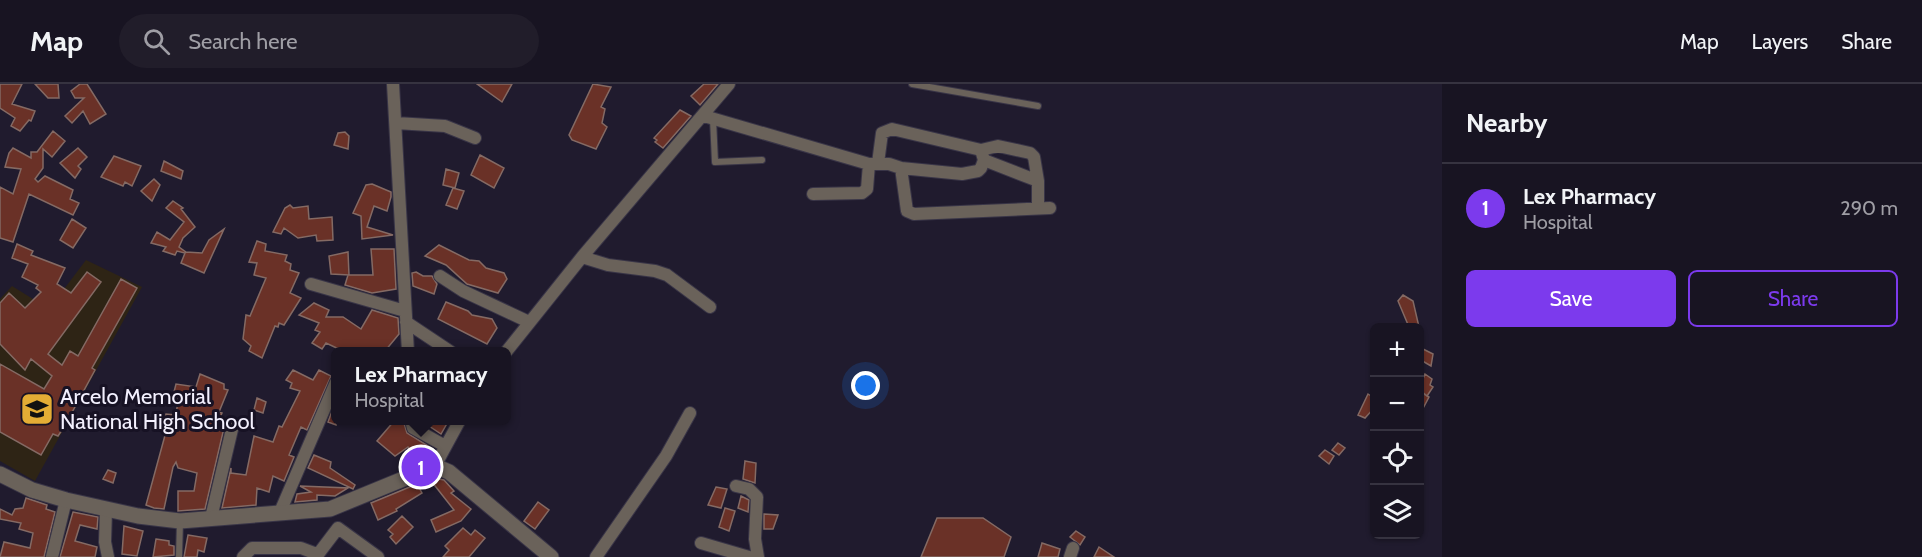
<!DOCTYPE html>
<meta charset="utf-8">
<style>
:root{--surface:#181422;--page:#211d2a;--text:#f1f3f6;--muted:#9f9ea5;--line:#363340;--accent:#7c3aed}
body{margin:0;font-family:Cabin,sans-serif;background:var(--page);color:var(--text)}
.controls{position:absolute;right:18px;bottom:18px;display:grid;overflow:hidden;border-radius:9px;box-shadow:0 2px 4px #0004}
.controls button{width:54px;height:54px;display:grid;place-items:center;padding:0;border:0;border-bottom:2px solid var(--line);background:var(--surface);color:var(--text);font:30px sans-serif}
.you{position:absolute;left:866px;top:302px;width:21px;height:21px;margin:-15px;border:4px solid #fff;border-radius:50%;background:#1a73e8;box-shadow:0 0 0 9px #1a73e833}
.badge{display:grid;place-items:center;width:39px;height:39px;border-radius:50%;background:var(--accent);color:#fff;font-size:20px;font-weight:700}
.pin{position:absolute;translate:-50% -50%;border:3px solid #fff;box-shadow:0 2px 6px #0006}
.popup{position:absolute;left:331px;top:263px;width:180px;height:78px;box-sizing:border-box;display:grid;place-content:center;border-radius:9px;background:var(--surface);filter:drop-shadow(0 2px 4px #0005);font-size:20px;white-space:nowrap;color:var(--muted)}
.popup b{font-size:22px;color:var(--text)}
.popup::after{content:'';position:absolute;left:50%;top:100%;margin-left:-12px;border:12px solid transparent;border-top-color:var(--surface)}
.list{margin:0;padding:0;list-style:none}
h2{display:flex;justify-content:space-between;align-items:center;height:78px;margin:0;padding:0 24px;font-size:26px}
h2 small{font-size:20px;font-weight:400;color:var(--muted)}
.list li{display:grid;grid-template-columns:39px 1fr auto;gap:18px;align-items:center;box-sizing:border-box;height:90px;padding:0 24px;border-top:2px solid var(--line)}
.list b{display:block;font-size:22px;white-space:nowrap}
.list p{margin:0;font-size:20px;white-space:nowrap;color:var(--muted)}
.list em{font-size:20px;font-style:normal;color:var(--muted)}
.actions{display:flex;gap:12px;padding:18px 24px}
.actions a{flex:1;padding:14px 0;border:2px solid var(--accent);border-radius:9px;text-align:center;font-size:21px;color:var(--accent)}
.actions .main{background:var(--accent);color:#fff}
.icon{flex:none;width:33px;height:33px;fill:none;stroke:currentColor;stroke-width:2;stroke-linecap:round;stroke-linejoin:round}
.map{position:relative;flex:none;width:1442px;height:473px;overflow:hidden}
header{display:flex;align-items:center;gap:36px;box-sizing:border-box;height:84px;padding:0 30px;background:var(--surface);border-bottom:2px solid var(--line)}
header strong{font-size:28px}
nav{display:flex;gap:33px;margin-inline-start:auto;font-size:21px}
.search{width:420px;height:54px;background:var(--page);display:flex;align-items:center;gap:15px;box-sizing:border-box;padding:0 21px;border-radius:33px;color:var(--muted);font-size:22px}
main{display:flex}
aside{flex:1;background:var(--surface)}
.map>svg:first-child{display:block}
</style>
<header>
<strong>Map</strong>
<div class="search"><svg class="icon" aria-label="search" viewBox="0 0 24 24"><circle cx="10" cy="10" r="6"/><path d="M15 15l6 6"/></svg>Search here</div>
<nav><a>Map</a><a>Layers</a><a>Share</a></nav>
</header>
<main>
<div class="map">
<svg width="1442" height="473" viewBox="0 0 1442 473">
<rect width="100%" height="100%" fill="#201b2e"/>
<!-- education -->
<path fill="#2e2415" d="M86,176L142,203L35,397L0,377V215L12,202L49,225Z"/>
<!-- building -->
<path fill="#6a3127" stroke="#846a64" stroke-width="1.5" d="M0,0H22L12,20L35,27L31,37L29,36L20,47L11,42L15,34L0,24Z
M35,0H58L59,14H48Z
M80,0H87L106,30L90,40L83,27L72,39L65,32L84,14H75L71,7Z
M477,0H512L502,18Z
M593,0L611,3L601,23L605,25L602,39L607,43L596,65L572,56L569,51Z
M704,0H718L700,21L691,12Z
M680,26L691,32L663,64L655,58L657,56L654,54Z
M53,47L65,57L52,73L43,65V84L35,95L38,98L45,92L73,106L70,115L79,119L73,131L29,110L13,158L0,154V103L13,110L21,85L5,83L9,69L13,64L31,74V68H37Z
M345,48L349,52L348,65L334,61L338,49Z
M78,64L87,73L78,82L81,85L75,94L60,79Z
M480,71L504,84L494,104L471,91Z
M114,72L141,82L132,102L125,98L123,102L101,93Z
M164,77L183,87L181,95L161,87Z
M446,85L459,89L455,104L443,101Z
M154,95L160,101L152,117L141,107Z
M372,100L391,108V113L387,127L374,122L367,143L393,151L362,155L361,132L353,129L366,101Z
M453,104L464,107L457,125L446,121Z
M173,117L183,124L181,125L195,143L183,154L179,163L186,168L202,169L209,156L224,145L204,189L181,179L185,169L177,167L175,171L163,167L166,163L151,159L157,148L170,156L184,138L166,124Z
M290,121L293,124L308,122L309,135L332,133L333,156L317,157L316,151L298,154L284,144L281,150L273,148L285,124Z
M72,135L86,144L73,164L60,156Z
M257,157L266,160L265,167L287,171L285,177L291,180L290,186L299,189L290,209L301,214L284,241L279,239L278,243L275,242L262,274L249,267L251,262L243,255L246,231L250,232L266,194L254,191L257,179L249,178Z
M17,160L33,167L31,171L65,184L57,200L71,209L87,188L101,198L48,270L62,281L70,267L78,272L121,195L137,204L92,284L95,286L64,343L58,352L53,350L41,371L0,348V280L44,305L52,292L31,275L25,286L0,260V219L9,209L25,224L41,208L36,204L38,201L22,193L28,180L12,174Z
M439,161L469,176L479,177L486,184L504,189L507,195L498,209L467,200L446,181L425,172Z
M371,165H394L396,205L372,209L345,201L348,191H373Z
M348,168L349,191L331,190L329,172Z
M416,188L423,192H432L437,200L434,210L413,202L412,189Z
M1403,211L1413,217L1419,243H1409L1398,217Z
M446,218L468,227L472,231L492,235L497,244L487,260L438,235Z
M314,219L329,226L326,233H343L361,245L372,226L398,234L399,250L385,267H343L326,259L322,265L312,259L320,248L315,246L319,239L299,231Z
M1419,263L1433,270L1431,282L1419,275Z
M293,286L313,296L319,286L331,292L307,346L301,343L289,371L294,373L284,397L273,392L269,408L257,404L256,421L222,424L231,384V389L246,391L254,352L273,358L279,342L282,343L300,307L290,304L292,299L286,296Z
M200,290L224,300V305L228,306L219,328L222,329L217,341L224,344L205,425L178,427V407H194L197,389L178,384L176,378L173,383L164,425L154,424L146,421L167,344L163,343L166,330L176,331L179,309L174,308L176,300L196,303Z
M1425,290L1432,295L1430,301L1433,303L1427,312L1419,305Z
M1419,307L1429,313L1419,332Z
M1368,310L1374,314V324L1365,334L1358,331Z
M257,314L266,318L263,329L254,326Z
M332,327L336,329V341L328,338Z
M395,336H403L407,349L433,365L427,375L418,378L408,363L395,372L377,357Z
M420,336H449L441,350Z
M1338,359L1345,364L1339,371L1332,366Z
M1325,366L1334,372L1329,380L1319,372Z
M314,371L331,378L330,384L355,401L353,405L308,384Z
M745,377L756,379L755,399L743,395Z
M108,386L116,389L113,399L103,395Z
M433,394L444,396L454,407L451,409L471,425L461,437L436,448L431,436L454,426L432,398Z
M417,400L422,409L396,425L397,427L378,436L371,419Z
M300,402L348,404L335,412L317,411V416L295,418L297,410L311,408Z
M716,403L727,405L721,424L708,421Z
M741,412L749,416L748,428L738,424Z
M26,414L47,421L46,425L55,428L44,473H0L4,458L30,464L33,449L19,445L21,439L0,435V425L12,431L15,425L23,424Z
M538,418L549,426L535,445L524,437Z
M725,424L735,427L729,447L719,443Z
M73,428L98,433L97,445L80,441L75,457L97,463L95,473H60Z
M764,430L778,431L773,445H764Z
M402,432L413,443L396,460L390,453L393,450L388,446Z
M937,434H983L1011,453L1004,473H921Z
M124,442L143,447L137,472L122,470Z
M463,444L471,451L475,446L485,454L469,473H443L449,466L445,462Z
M1076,447L1085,453L1080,461L1070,453Z
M188,451L207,454L204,468L198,466L197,473H184Z
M156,455L169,457V461L174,462V471L153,473Z
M1042,459L1060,465L1058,473H1038Z
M1099,463L1114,473H1094Z"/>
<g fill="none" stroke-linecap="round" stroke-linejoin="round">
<defs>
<path id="service" d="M912,0L1038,22
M713,35L715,78L762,76
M179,473L180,437"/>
<path id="minor" d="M393,0L408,268
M704,32L869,80L867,105L862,109L813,110
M396,39L445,42L475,54
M981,66L998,62L1030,69L1034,73L1038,97V124
M984,76L1038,97
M878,79L882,49L892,45L981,66L984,76L981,84L978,87L962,90L901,84
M870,80H889L901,84L907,127L914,130L1050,124
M582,173L608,181L655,187L667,191L710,223
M440,192L463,207L529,238
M311,200L405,227
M406,238L451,268
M506,268L582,173L729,0
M411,336L413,344L445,362
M435,382L460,336
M736,402L749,405L757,413L755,455L758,473
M106,426L105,458L108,473
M280,428L336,298
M211,434L233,341
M338,444L378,473
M701,459L749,473
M52,473L66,416
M243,473L252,464H301L317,470
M316,473L338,444
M596,473L666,372L690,329
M1070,473L1073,464"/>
<path id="tertiary" d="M0,390L32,406L66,416L138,432L180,437L330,425L435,382L449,388L551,473"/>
</defs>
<!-- service casing -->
<use href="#service" stroke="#393547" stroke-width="8"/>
<!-- minor casing -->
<use href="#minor" stroke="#393547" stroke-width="14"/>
<!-- tertiary casing -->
<use href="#tertiary" stroke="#393547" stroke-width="17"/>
<!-- service -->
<use href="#service" stroke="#6a625a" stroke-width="6"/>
<!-- minor -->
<use href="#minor" stroke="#6a625a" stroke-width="12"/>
<!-- tertiary -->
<use href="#tertiary" stroke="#6a625a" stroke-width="15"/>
</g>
<!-- icons -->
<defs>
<symbol id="school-square" viewBox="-11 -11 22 22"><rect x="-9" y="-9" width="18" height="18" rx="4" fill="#e4ad35" stroke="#171224"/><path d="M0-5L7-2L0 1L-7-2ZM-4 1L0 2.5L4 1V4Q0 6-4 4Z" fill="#111"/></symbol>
</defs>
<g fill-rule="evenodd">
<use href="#school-square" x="18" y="306" width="38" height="38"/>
</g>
<g text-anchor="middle" stroke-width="6" stroke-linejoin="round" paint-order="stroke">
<!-- poi labels -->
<g font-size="22" fill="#f3f0fe" stroke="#171224" text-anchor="start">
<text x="60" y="320">Arcelo Memorial<tspan x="60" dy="25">National High School</tspan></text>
</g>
</g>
</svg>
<div class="controls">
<button>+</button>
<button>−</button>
<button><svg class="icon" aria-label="locate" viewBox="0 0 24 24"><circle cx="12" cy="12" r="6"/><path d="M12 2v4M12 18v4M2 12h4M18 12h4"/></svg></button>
<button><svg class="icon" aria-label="layers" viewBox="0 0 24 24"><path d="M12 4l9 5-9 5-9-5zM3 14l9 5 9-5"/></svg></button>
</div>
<div class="you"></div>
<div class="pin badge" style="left:421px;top:383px">1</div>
<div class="popup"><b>Lex Pharmacy</b>Hospital</div>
</div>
<aside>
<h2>Nearby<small></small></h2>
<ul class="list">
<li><span class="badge">1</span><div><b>Lex Pharmacy</b><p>Hospital</p></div><em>290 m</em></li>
</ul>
<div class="actions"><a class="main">Save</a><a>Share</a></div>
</aside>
</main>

• **Task description**: What lines in the data above contain the word "serif"? Copy them all.

• **Exercise response**:
body{margin:0;font-family:Cabin,sans-serif;background:var(--page);color:var(--text)}
.controls button{width:54px;height:54px;display:grid;place-items:center;padding:0;border:0;border-bottom:2px solid var(--line);background:var(--surface);color:var(--text);font:30px sans-serif}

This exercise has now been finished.